** Opening Dataset entries block **

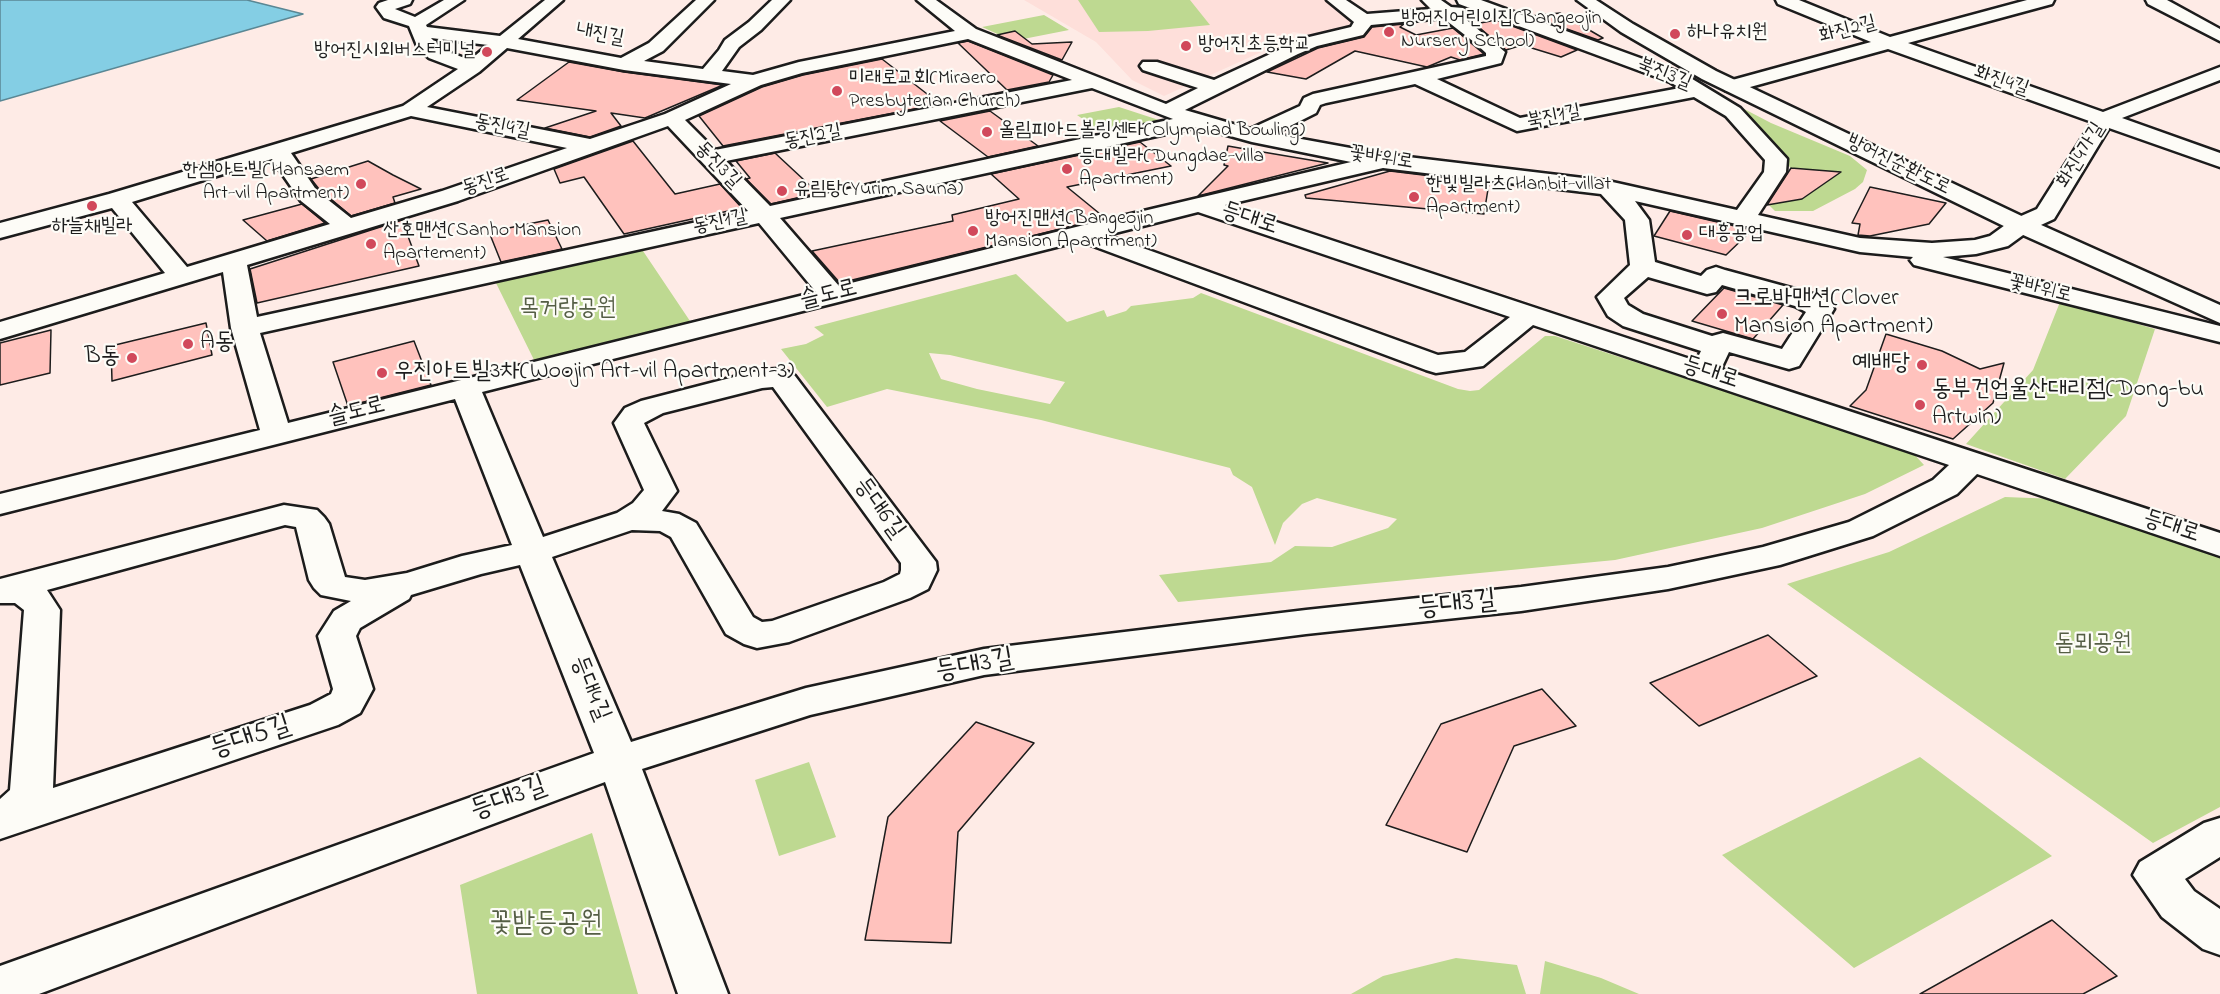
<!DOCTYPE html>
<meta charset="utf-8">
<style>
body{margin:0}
canvas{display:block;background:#feebe6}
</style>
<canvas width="2220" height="994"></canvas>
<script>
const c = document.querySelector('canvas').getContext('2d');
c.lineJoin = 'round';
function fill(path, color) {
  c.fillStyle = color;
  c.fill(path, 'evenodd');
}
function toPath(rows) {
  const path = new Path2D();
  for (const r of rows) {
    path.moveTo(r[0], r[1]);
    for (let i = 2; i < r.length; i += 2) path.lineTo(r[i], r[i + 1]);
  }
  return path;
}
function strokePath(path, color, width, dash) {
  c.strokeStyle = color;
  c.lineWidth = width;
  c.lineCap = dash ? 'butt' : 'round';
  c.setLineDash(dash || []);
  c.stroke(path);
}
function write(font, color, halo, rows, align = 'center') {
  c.font = font + ' "Indie Flower","Poor Story",sans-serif';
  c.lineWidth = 4.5;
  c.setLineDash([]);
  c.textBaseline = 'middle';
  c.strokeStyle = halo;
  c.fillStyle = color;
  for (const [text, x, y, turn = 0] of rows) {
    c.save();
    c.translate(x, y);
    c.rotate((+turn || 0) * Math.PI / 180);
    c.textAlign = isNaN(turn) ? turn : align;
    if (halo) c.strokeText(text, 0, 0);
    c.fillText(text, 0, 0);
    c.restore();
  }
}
const built = toPath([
 [1024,0,1329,0,1356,25,1355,30,1320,36,1293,32,1268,49,1164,96,1132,80,1096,42]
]);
const green = toPath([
 [1078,0,1190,0,1210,25,1148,31,1099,32],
 [1044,15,1069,30,1013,41,982,27],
 [1704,88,1771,123,1850,156,1867,170,1863,182,1855,189,1813,211,1775,211,1768,204,1769,198,1778,203,1802,199,1824,184,1827,171,1791,168],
 [1119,107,1168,123,1109,137,1077,115],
 [641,248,692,324,536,364,495,281],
 [1016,274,1067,322,1104,310,1107,317,1126,311,1131,306,1193,298,1201,293,1458,389,1470,391,1479,390,1545,336,1555,336,1912,452,1924,465,1865,494,1762,528,1615,560,1178,602,1159,575,1271,562,1295,546,1332,547,1388,528,1397,519,1317,498,1302,504,1283,523,1275,545,1252,487,1233,475,1230,468,1041,420,887,389,827,407,781,349,806,344,824,335,814,327],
 [929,353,950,355,1065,382,1050,404,977,389,941,379],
 [2060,302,2155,329,2126,416,2065,479,1966,444,2033,370],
 [2005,497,2057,499,2220,553,2220,807,2153,843,1787,584,1889,552],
 [1920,757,2052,856,1854,968,1722,855],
 [809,762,836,837,779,856,755,780],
 [592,833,638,994,477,994,460,885],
 [1456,958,1517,965,1526,994,1351,994,1383,976],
 [1545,961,1601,978,1639,994,1540,994]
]);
const water = toPath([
 [0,0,247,0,303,14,0,101,0,0]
]);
const building = toPath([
 [1560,13,1603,38,1598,40,1530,16,1560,13],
 [1496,20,1577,50,1561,57,1522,45,1506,50,1475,24,1496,20],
 [1404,24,1400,27,1416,35,1453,28,1484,54,1460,60,1451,57,1427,67,1355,51,1306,79,1267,72,1318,48,1364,37,1372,27,1404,24],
 [1015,31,1032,44,1072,42,1062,60,997,35,1015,31],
 [968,41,1053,75,1049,82,1007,90,958,43,968,41],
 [882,59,940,104,723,146,699,116,762,87,803,75,882,59],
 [569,62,624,72,723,85,645,118,611,113,621,126,590,137,545,128,596,111,517,100,569,62],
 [990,111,1038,146,988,157,940,121,990,111],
 [633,141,675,194,720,184,742,208,624,234,584,177,560,183,554,169,633,141],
 [1140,142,1171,166,1067,187,1105,218,840,283,812,251,953,221,952,215,1019,199,991,174,1140,142],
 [1228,146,1245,149,1328,163,1198,196,1228,166,1224,165,1228,146],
 [775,153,818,193,771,204,746,179,750,178,736,161,775,153],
 [368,161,393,175,421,189,393,197,395,203,351,216,319,189,311,179,368,161],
 [1791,168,1841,172,1802,199,1767,205,1791,168],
 [1390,171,1489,183,1484,214,1306,198,1305,195,1390,171],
 [1870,187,1946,203,1929,224,1870,236,1858,235,1860,224,1852,223,1870,187],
 [302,204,325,223,267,241,243,220,302,204],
 [1670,211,1752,230,1726,255,1654,236,1670,211],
 [402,220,419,266,257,303,250,269,402,220],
 [548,220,562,249,501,262,489,232,548,220],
 [1724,288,1783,305,1753,339,1692,321,1724,288],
 [206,323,212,355,112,381,111,346,206,323],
 [51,330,50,373,0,385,0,343,51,330],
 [1886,334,1942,351,1980,369,2004,363,1993,403,1953,439,1850,406,1866,390,1886,334],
 [414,341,431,385,348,406,333,362,414,341],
 [1768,635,1817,676,1699,726,1650,683,1768,635],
 [1542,689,1576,726,1514,746,1467,852,1386,825,1441,724,1542,689],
 [976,722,1034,743,958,832,951,943,865,940,888,817,976,722],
 [2052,920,2117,976,2083,994,1920,994,2052,920]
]);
const minor = toPath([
 [388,0,412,0,410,4,395,9,415,17,444,0,464,0,426,25,427,27,500,36,545,0,563,0,518,39,621,58,649,43,696,0,714,0,663,51,644,61,703,69,719,50,725,40,749,22,772,0,790,0,761,30,739,47,722,71,753,75,799,62,955,31,917,0,936,0,976,29,1166,104,1198,88,1143,70,1140,66,1143,62,1157,62,1214,80,1305,38,1351,27,1354,22,1327,0,1346,0,1367,14,1431,9,1422,0,1441,0,1451,7,1463,8,1466,12,1462,16,1505,52,1501,63,1437,79,1520,118,1680,88,1670,82,1459,4,1457,0,1481,0,1684,74,1740,108,1787,159,1786,172,1758,215,1860,238,1932,243,1975,240,1990,236,2012,220,2037,209,2092,122,1888,49,1732,92,1725,90,1722,86,1725,82,1871,42,1778,4,1776,0,1799,0,1890,37,2027,0,2054,0,2052,4,1908,43,2103,112,2220,67,2220,80,2122,118,2220,153,2220,167,2109,128,2054,219,2030,230,2008,246,1976,254,1943,257,2220,326,2220,342,1914,265,1910,260,1913,257,1860,252,1635,201,1649,220,1655,262,1701,276,1707,270,1716,267,1725,270,1813,294,1831,303,1834,309,1799,366,1789,369,1729,352,1721,369,2220,533,2220,556,1977,474,1957,494,1873,536,1780,565,1668,589,1521,611,1306,634,984,675,810,715,642,769,728,994,678,994,605,782,39,994,0,994,0,966,594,753,520,565,481,574,411,595,409,599,360,628,356,636,373,689,360,713,338,725,0,839,0,799,10,790,24,610,15,603,0,603,0,579,284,505,317,510,324,517,329,524,345,577,365,580,407,573,462,556,512,545,455,399,0,514,0,494,260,430,231,328,223,272,0,339,0,322,165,273,112,208,0,238,0,223,109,194,403,106,458,69,429,58,418,48,409,26,384,18,376,7,379,3,388,0],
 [1443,18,1474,42,1486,53,1486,56,1313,94,1304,98,1300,106,1250,129,1185,110,1298,54,1317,46,1363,35,1371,25,1443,18],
 [431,38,488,45,470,60,443,50,431,38],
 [968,39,1072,80,715,150,685,120,761,85,802,73,968,39],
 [507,48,624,70,731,84,665,114,590,139,427,107,479,72,507,48],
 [1415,84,1517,131,1694,97,1726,116,1765,160,1764,172,1737,210,1608,181,1383,154,1274,134,1316,113,1320,105,1326,103,1415,84],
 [1092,88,1173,119,770,206,726,161,1092,88],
 [411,116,567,148,442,191,351,218,317,191,291,153,411,116],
 [668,126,748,211,257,317,247,265,458,201,668,126],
 [1198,127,1252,142,1351,162,1080,226,839,286,780,218,1198,127],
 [272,159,301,201,330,224,187,267,132,202,272,159],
 [1383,168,1601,194,1625,220,1630,265,1597,297,1608,316,1623,326,1701,351,1696,361,1225,205,1383,168],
 [1198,212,1510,317,1465,352,1438,355,1107,235,1198,212],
 [759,223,816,292,288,423,260,333,759,223],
 [1080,241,1426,370,1436,373,1483,366,1533,325,1949,465,1933,480,1849,522,1763,547,1668,567,1521,587,1306,610,984,649,806,688,631,742,552,557,632,530,660,531,671,537,726,634,744,644,757,648,789,642,910,598,928,589,937,570,936,562,795,376,788,372,778,369,761,370,641,401,625,408,614,423,644,490,633,503,617,513,543,537,482,392,1080,241],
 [1648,277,1707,294,1716,292,1722,285,1795,306,1806,312,1782,349,1723,333,1712,336,1643,314,1628,305,1624,298,1648,277],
 [773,387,901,563,901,570,900,574,884,582,772,621,762,622,753,617,696,523,679,514,662,511,677,491,644,423,663,413,762,388,773,387],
 [285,525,296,527,309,580,314,588,321,595,351,601,334,611,318,636,333,689,331,694,310,705,53,788,60,610,47,590,285,525],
 [2146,0,2167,0,2220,29,2220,41,2148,4,2146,0],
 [2220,818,2220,857,2185,879,2194,891,2220,909,2220,955,2203,949,2162,917,2133,875,2140,862,2204,823,2220,818]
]);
const major = toPath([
 [1577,0,1596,0,1633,24,1716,71,2030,220,2220,305,2220,323,2012,230,1702,79,1621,32,1577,0]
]);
const markers = [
 [1389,32,6,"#d1495b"],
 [1675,34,6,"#d1495b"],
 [1186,46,6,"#d1495b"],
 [487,52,6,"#d1495b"],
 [837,91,6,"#d1495b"],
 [987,132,6,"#d1495b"],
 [1067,169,6,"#d1495b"],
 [361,184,6,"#d1495b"],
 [782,191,6,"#d1495b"],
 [1414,197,6,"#d1495b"],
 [92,206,6,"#d1495b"],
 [973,231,6,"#d1495b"],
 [1687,235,6,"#d1495b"],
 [371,244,6,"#d1495b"],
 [1722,314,6,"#d1495b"],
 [188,344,6,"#d1495b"],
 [132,358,6,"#d1495b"],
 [1922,365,6,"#d1495b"],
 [382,373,6,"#d1495b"],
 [1920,405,6,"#d1495b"]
];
const farPoinames = [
 ["방어진어린이집(Bangeojin",1401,20],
 ["Nursery School)",1401,43],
 ["하나유치원",1687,34],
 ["방어진초등학교",1198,46],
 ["방어진시외버스터미널",475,52,"right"],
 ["미래로교회(Miraero",849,80],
 ["Presbyterian Church)",849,103],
 ["올림피아드볼링센타(Olympiad Bowling)",999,132],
 ["등대빌라(Dungdae-villa",1079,158],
 ["Apartment)",1079,181],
 ["한샘아트빌(Hansaem",349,172,"right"],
 ["Art-vil Apartment)",349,195,"right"],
 ["한빛빌라츠(Hanbit-villat",1426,186],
 ["Apartment)",1426,209],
 ["유림탕(Yurim Sauna)",794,191],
 ["방어진맨션(Bangeojin",985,220],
 ["Mansion Aparrtment)",985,243],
 ["하늘채빌라",92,228,"center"],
 ["산호맨션(Sanho Mansion",383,232],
 ["Apartement)",383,255],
 ["대흥공업",1699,235]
];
const farStreetnames = [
 ["화진2길",1848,31,-15],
 ["내진길",600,36,10],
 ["북진3길",1664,75,22],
 ["화진4길",2001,82,19],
 ["북진1길",1554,118,-11],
 ["동진4길",502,128,11],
 ["동진2길",813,138,-11],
 ["화진4가길",2082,156,-58],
 ["꽃바위로",1381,159,9],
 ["동진3길",717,166,46],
 ["방어진순환도로",1898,166,26],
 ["동진로",486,183,-19],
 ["동진1길",720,223,-12],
 ["꽃바위로",2040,290,14]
];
const streetNames = [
 ["등대로",1249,220,18],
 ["슬도로",829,296,-14],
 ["등대로",1710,374,18],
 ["슬도로",357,413,-14],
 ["등대6길",878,509,54],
 ["등대로",2171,528,18],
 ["등대4길",589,689,68]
];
const poiNames = [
 ["크로바맨션(Clover",1734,300],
 ["Mansion Apartment)",1734,328],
 ["A동",200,344],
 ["B동",120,358,"right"],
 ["예배당",1910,365,"right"],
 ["우진아트빌3차(Woojin Art-vil Apartment-3)",394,373],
 ["동부건업울산대리점(Dong-bu",1932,391],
 ["Artwin)",1932,419]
];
const parkNames = [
 ["목거랑공원",568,310],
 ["돔뫼공원",2093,645]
];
const nearStreetnames = [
 ["등대3길",1457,606,-6],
 ["등대3길",975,667,-10],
 ["등대5길",251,739,-18],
 ["등대3길",509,800,-20]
];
const nearParknames = [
 ["꽃받등공원",546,925]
];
fill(built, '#fedfda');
fill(green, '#bed991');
fill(water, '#84cee4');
strokePath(water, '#5a8794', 1.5);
fill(building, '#ffc2bd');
strokePath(building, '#1c1c1c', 1.5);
strokePath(minor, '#1c1c1c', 5);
strokePath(major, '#1c1c1c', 5);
fill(minor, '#fdfcf7');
fill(major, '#fdfcf7');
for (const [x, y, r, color] of markers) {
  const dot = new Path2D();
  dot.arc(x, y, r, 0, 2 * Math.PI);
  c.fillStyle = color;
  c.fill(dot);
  strokePath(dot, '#fdfcf7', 2);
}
write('20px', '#1c1c1c', '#fdfcf7', farPoinames, 'left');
write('20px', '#1c1c1c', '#fdfcf7', farStreetnames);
write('24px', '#1c1c1c', '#fdfcf7', streetNames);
write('24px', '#1c1c1c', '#fdfcf7', poiNames, 'left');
write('24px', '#555e45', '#fdfcf7', parkNames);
write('28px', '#1c1c1c', '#fdfcf7', nearStreetnames);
write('28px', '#555e45', '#fdfcf7', nearParknames);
</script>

** Closing Dataset entries block **

Prompt: Each line in the entries above that includes the word "function" counts once; state the total and nothing else.

Answer below: 4